From 4-8 p.m. every Tuesday (and, soon, Saturday), Patrick Reynolds — who bartends regularly at the Kitty — takes a break from mixing vodka tonics and kamikaze shots to do what he really loves, conceiving and mixing cocktails featuring fresh ingredients and inventive homemade syrups and infusions.
He calls this operation Farm to Bar, and he’s been at it since July 2011, when, as part of a one-night, citywide, multi-establishment fundraiser for area surfer/snowboarder Andre Barbieri, who lost his leg in a snowboarding accident, Reynolds proposed the farm-to-bar idea to Wildcat owner Bob Stout. (As for Barbieri? He’s currently training for the Rio Olympics, as a triathlete. Feeling inadequate on your two legs?)
The concoctions Reynolds comes up with are not your regular — or even your standard above-average — cocktails, a fact likely owing to his résumé: He’s worked in restaurants for years, often not behind the bar at all but in the kitchen. In fact, he trained at SBCC’s culinary school.
“But I started to burn out,” he said, of his gig at Epiphany (which occupied the space that’s now Arlington Tavern, prior to HobNob). “After 15 hours, all you want to do is peel your socks off. Then you go home, and it’s like, ‘you want me to cook?’”
He thought about quitting, but his boss had another idea: “They asked if I wanted to be a bartender. I thought I’d try it, and it was the funnest thing.”

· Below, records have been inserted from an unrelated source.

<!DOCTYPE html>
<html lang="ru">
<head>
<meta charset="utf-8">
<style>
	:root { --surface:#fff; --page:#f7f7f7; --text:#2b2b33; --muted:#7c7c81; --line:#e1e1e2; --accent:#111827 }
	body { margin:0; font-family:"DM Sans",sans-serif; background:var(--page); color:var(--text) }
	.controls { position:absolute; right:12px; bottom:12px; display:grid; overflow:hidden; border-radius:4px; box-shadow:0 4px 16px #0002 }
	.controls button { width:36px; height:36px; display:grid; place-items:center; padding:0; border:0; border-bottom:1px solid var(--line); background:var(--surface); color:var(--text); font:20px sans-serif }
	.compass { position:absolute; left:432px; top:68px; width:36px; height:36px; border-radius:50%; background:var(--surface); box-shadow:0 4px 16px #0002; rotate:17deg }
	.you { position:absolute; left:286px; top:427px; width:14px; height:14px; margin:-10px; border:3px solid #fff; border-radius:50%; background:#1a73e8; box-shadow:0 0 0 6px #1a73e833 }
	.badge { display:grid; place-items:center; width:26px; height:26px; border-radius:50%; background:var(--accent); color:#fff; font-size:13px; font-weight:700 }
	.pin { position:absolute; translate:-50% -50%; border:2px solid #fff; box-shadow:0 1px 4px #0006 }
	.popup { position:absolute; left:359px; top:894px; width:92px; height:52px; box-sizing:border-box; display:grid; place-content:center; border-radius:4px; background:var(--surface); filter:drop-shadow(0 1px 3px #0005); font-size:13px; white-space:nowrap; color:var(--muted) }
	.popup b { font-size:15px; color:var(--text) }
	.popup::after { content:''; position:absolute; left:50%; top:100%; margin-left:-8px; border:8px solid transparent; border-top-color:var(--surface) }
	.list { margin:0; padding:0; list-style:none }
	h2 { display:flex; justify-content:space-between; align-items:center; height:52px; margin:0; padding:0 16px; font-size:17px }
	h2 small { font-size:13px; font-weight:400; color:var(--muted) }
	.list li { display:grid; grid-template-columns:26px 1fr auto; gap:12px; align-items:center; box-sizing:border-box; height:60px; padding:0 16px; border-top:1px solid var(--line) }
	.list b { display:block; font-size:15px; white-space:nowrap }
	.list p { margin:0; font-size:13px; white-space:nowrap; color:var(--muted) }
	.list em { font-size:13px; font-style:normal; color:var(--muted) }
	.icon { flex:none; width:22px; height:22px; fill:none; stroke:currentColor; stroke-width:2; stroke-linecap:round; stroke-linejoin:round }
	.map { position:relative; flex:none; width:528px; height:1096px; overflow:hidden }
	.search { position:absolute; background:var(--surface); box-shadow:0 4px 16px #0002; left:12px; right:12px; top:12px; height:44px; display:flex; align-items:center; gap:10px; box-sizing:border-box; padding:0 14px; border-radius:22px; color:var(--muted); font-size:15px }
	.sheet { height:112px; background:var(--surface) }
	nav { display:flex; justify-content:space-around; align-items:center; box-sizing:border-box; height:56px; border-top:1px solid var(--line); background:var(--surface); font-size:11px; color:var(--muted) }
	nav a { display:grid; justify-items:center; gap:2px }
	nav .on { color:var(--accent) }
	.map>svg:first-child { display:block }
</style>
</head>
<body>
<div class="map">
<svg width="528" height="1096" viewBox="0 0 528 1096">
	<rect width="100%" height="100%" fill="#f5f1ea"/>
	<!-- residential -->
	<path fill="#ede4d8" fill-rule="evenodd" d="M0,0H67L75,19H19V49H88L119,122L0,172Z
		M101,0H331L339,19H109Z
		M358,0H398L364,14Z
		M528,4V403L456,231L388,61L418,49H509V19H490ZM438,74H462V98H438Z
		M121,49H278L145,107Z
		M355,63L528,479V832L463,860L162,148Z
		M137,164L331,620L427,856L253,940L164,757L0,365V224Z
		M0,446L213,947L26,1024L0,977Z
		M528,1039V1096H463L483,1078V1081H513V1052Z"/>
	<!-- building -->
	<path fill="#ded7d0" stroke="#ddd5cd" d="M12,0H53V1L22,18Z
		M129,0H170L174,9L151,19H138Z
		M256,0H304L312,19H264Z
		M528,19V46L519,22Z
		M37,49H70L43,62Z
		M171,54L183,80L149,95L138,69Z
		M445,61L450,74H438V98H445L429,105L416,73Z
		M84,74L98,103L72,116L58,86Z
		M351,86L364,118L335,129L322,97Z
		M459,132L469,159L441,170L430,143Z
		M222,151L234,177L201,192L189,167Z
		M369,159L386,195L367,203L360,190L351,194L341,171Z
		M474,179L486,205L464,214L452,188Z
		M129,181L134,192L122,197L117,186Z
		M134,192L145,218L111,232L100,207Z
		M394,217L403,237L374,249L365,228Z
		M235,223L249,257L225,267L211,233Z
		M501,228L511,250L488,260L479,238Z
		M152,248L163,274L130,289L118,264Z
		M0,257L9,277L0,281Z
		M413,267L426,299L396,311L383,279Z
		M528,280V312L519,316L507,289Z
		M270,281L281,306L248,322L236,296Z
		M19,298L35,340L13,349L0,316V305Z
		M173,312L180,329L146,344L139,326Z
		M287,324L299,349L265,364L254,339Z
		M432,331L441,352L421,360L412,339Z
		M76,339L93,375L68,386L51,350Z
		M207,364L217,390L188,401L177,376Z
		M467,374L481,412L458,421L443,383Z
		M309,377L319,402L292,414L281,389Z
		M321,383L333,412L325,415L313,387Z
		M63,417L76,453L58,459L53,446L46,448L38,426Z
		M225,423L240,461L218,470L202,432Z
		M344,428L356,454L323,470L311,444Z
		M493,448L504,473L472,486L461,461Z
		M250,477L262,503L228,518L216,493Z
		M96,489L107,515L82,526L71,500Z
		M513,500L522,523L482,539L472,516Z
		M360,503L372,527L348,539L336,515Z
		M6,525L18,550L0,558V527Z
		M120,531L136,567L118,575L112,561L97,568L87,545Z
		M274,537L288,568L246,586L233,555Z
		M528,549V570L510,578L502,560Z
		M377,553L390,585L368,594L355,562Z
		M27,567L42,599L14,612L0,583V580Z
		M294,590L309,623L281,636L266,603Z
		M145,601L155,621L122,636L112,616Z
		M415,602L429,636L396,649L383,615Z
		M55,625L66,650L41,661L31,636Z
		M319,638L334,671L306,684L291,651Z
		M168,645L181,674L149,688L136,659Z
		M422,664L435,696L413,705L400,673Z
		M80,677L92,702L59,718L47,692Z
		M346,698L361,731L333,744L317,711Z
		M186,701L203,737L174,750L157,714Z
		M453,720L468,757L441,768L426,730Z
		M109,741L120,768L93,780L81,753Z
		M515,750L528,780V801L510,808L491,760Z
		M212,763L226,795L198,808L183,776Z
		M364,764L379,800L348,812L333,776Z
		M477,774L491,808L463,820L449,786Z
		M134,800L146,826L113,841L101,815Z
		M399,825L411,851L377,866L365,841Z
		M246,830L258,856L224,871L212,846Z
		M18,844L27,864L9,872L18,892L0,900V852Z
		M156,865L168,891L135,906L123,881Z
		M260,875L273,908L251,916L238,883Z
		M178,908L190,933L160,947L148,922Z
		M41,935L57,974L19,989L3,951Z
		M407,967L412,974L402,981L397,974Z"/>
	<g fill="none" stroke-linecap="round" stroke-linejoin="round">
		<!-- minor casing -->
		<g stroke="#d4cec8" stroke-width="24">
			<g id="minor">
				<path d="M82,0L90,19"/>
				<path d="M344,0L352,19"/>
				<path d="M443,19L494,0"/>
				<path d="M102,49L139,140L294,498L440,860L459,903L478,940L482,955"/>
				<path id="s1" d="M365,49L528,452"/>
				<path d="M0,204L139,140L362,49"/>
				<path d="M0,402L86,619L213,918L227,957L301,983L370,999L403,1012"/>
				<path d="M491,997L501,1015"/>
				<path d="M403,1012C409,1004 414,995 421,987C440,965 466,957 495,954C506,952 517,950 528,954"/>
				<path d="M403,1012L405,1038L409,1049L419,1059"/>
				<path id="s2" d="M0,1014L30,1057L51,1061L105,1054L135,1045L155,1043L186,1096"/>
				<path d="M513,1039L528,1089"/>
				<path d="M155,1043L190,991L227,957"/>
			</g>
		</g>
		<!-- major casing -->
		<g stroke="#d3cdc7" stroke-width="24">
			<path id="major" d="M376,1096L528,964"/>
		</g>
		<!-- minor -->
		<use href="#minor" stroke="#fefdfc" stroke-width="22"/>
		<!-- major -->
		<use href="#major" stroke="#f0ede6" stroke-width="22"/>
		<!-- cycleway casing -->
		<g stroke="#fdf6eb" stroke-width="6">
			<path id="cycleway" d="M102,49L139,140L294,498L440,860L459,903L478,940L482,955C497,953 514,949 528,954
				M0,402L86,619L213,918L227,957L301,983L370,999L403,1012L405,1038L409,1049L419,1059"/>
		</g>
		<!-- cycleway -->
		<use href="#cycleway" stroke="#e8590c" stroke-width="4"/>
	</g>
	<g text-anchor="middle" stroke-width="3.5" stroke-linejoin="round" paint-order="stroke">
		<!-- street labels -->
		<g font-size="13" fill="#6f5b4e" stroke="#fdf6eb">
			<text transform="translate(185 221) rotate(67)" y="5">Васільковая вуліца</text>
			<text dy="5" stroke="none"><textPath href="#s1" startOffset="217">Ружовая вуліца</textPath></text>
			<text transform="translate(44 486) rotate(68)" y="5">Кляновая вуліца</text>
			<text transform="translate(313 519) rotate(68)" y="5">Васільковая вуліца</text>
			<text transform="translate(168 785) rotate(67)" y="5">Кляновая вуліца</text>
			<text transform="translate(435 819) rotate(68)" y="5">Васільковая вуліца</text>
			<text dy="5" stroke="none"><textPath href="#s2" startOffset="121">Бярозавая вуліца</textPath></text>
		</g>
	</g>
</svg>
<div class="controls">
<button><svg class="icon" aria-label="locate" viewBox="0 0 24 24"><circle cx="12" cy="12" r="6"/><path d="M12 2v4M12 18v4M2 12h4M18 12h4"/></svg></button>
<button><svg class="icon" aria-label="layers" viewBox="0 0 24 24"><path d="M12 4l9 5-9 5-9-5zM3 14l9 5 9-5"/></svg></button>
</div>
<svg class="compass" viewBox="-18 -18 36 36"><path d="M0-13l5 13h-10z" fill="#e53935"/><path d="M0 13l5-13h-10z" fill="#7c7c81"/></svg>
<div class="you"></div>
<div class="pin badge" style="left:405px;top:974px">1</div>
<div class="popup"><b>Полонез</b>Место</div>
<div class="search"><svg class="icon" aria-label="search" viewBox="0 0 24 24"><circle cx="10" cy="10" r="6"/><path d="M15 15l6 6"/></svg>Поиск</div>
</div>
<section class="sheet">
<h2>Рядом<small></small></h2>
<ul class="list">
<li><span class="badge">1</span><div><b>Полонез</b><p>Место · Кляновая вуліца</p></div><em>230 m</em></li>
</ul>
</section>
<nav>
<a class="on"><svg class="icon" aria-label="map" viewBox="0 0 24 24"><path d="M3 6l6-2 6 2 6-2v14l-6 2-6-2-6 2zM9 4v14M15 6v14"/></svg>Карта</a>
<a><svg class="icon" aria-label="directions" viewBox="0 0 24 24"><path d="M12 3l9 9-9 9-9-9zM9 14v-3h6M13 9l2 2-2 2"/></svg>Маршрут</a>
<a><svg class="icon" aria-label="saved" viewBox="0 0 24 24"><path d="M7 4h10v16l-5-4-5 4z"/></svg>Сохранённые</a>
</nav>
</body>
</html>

He’s good at it, too. He won the Arch Rock Fish cocktail contest last year, and his entry for The Santa Barbara Independent’s cocktail contest — the “Hot Tamale,” made with corn-tortilla-infused Tito’s vodka and homemade cinnamon/chile simple syrup — was described by Matt Kettmann as “nothing short of eye-opening.”
Walking the market on a recent Tuesday afternoon, he said, “I can’t really make a menu ’til I get here. I used to get really nervous, but I thought, well, if you get nervous once a week, that’s good because you care.”
It might be easier to mix drinks he could practice and perfect over time, using ingredients that are always available, but, in naming the endeavor Farm to Bar, Reynolds presented himself with a challenge — one he’s embraced. “Back when I first started at the Hungry Cat, the rule was, everything around you is what you can use; things that grow here and are in season. And I was like, I like this idea, I can understand that. … I love flavors and putting things together,” he said, grabbing some guavajillos to take a sniff. “They’re like Hawai‘i. Makes it easy to get someone excited about your rum cocktails!”
For the evening, he picks up some fresh lemongrass, cilantro, thyme, sage, and a bag of hickory-smoked pistachios. “I call this vegan bacon. I love them with Bourbon.”
Back at the Kitty, Reynolds gets down to business. But first: ambiance. The TV is tuned to TCM (“Either that or Kung Fu or Old Westerns”); Buddy Holly’s “Early in the Morning” on the stereo. Actually, at this time of day, the Wildcat could be mistaken for an entirely different animal than the one it resembles at last call; the vinyl, the stripped-down tunes (The Black Keys playing now), the last of the day’s light peeking through the opened blinds (and nary a caged dancer) transform it into a spot fit for a crowd that’s a little bit older, maybe, and much more serious about its drinks.
Speaking of, Reynolds is mixing up one he calls Thaiphun. He starts with his Thai-inspired cold-pressed simple syrup, made from sugar-macerated ginger, lemongrass, cucumber, Thai chile, and jasmine flowers; that’s then mixed with gin and rice wine vinegar and garnished with fresh lemongrass and cilantro. It starts off sweet and fragrant but packs some serious heat. Much like good Thai food. And it’s impossible to put down.
“I’ve always lived here, so I wanted one of those badass bars that everybody talks about, like in Chicago or New York,” he said. “It’s like, if we all love speakeasies and craftsman cocktails, well, make ’em!”